■ **EXERCISE OBJECTIVE**
Each line in the entries that has the word "grid" has to be copied.

■ **DATA RECORDS**

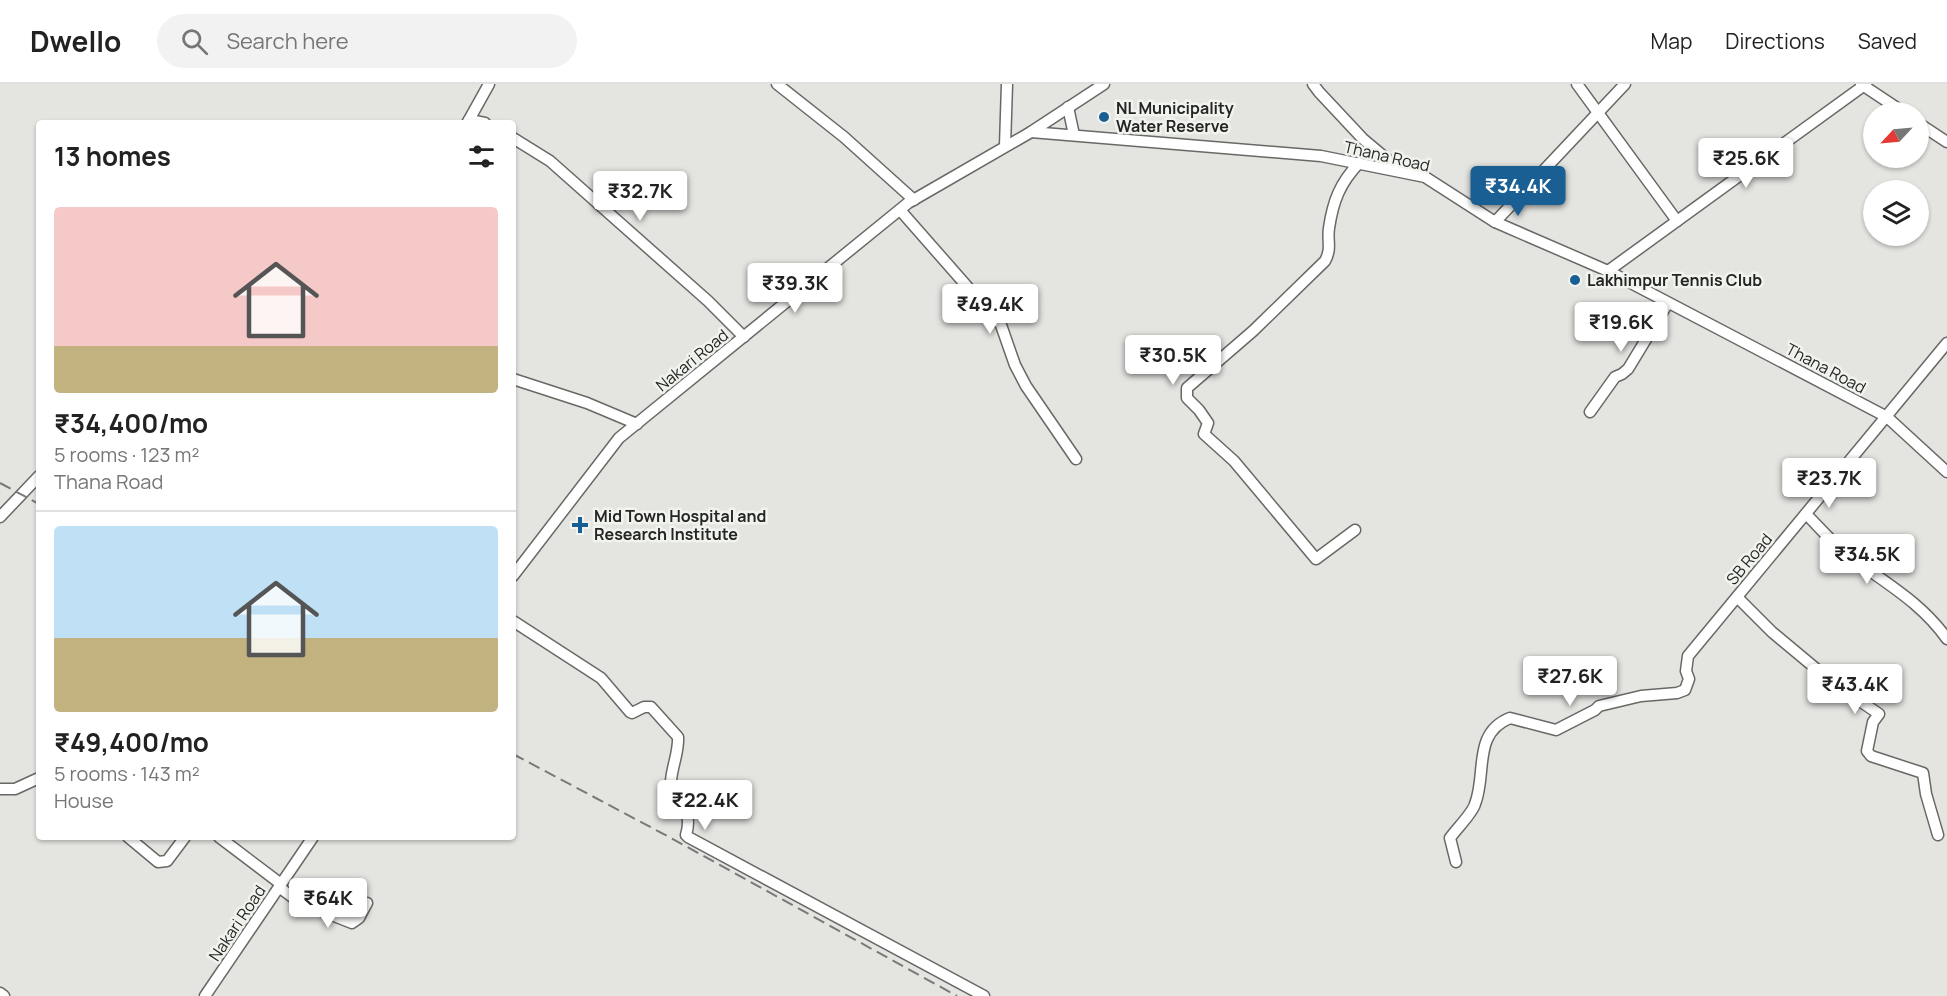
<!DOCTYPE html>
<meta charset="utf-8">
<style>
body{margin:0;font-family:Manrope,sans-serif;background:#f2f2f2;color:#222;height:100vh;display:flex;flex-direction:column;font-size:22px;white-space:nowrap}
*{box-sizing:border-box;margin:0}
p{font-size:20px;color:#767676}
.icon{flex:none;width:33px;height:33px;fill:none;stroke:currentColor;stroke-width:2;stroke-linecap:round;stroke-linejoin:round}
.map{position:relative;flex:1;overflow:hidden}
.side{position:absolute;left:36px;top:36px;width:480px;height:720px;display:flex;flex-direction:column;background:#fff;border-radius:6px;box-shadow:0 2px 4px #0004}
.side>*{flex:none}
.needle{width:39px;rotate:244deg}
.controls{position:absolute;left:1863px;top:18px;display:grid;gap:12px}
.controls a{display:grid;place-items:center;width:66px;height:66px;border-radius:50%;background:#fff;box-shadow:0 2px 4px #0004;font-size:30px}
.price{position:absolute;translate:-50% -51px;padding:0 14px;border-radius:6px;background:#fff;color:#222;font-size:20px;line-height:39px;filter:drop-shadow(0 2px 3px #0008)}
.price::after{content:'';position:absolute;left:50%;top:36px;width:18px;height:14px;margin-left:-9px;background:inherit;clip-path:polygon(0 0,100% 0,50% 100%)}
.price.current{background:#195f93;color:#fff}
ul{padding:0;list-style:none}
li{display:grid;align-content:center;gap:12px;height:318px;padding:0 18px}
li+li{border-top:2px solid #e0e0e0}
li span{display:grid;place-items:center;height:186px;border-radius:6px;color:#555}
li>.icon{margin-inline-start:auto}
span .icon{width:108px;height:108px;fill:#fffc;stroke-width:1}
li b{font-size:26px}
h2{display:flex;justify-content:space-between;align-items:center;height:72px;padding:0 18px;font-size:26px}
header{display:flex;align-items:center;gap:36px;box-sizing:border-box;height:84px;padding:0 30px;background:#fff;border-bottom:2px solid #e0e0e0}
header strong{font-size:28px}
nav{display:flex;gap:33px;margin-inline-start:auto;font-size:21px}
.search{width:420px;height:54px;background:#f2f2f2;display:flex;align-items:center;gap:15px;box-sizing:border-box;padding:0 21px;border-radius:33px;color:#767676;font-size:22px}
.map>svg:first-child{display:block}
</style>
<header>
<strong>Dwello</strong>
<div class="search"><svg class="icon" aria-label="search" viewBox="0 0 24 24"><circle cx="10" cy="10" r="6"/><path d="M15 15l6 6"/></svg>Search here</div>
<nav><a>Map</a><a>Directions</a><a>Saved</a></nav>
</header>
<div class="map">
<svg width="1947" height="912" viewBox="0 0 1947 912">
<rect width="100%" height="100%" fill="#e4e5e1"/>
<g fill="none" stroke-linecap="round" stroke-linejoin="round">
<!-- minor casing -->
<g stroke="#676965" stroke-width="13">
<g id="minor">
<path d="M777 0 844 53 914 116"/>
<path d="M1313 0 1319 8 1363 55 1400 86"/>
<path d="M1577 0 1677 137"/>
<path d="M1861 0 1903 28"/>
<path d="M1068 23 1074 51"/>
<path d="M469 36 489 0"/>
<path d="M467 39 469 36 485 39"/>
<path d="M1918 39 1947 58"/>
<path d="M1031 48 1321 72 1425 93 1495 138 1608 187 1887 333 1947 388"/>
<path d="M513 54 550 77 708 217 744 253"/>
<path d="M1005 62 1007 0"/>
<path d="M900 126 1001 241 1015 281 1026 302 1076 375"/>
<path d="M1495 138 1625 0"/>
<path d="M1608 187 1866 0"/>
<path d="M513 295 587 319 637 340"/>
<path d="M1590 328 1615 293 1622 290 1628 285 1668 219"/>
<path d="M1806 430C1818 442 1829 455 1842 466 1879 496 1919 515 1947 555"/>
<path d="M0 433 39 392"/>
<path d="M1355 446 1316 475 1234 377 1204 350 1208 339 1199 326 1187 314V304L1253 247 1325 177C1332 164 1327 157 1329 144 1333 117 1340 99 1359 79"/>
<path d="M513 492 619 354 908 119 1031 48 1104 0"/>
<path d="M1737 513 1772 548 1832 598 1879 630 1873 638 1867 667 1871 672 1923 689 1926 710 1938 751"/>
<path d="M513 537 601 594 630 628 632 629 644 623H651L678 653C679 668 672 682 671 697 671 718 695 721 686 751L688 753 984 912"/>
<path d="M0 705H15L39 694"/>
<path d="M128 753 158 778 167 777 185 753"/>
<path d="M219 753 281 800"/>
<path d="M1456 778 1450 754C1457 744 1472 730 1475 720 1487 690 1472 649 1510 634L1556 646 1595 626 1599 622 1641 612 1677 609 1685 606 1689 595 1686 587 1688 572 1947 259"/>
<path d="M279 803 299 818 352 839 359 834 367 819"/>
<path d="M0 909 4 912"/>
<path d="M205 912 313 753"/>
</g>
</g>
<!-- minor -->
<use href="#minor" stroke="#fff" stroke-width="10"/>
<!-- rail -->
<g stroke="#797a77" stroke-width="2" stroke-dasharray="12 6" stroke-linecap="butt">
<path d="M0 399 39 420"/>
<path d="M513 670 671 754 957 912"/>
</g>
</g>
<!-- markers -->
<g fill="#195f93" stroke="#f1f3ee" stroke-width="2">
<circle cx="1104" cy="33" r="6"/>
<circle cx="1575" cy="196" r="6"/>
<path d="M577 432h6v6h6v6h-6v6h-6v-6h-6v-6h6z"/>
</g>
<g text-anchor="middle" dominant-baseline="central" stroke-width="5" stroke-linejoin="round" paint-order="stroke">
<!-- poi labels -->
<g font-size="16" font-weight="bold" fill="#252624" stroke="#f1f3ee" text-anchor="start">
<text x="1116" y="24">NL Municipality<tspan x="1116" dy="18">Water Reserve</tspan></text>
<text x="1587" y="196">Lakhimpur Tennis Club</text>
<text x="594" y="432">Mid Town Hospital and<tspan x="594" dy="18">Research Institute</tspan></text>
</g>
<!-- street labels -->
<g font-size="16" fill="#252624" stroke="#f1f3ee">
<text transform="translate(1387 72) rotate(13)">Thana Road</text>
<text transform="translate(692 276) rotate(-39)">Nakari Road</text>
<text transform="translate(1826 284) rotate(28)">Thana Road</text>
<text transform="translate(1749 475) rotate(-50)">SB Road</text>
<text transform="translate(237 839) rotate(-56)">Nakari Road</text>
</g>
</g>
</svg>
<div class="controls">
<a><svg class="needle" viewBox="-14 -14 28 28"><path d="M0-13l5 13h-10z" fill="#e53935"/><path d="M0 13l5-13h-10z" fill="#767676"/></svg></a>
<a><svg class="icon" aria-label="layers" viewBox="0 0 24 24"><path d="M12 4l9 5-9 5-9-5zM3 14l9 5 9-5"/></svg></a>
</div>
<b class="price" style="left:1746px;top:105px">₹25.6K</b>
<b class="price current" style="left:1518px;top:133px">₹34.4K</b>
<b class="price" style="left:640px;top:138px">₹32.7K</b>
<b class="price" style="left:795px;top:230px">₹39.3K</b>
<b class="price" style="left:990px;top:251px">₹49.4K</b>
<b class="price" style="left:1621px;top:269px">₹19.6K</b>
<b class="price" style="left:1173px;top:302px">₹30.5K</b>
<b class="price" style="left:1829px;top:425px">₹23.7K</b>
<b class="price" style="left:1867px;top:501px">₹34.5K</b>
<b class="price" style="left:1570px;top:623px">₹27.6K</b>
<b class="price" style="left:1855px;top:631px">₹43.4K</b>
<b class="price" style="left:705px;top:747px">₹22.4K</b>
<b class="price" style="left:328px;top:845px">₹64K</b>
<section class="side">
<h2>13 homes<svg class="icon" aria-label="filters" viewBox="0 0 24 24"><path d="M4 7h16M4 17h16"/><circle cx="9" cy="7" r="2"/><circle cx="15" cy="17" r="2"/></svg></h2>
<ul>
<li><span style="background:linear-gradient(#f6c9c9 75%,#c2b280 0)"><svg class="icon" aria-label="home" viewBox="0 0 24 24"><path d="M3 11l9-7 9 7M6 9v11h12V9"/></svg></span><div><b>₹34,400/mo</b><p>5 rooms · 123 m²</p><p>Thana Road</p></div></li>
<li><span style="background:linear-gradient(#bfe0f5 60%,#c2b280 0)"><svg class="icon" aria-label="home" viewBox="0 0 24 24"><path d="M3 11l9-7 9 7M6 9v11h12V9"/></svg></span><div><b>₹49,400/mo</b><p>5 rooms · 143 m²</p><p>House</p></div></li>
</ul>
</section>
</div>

■ **RESULT FOR THIS TASK**
.controls{position:absolute;left:1863px;top:18px;display:grid;gap:12px}
.controls a{display:grid;place-items:center;width:66px;height:66px;border-radius:50%;background:#fff;box-shadow:0 2px 4px #0004;font-size:30px}
li{display:grid;align-content:center;gap:12px;height:318px;padding:0 18px}
li span{display:grid;place-items:center;height:186px;border-radius:6px;color:#555}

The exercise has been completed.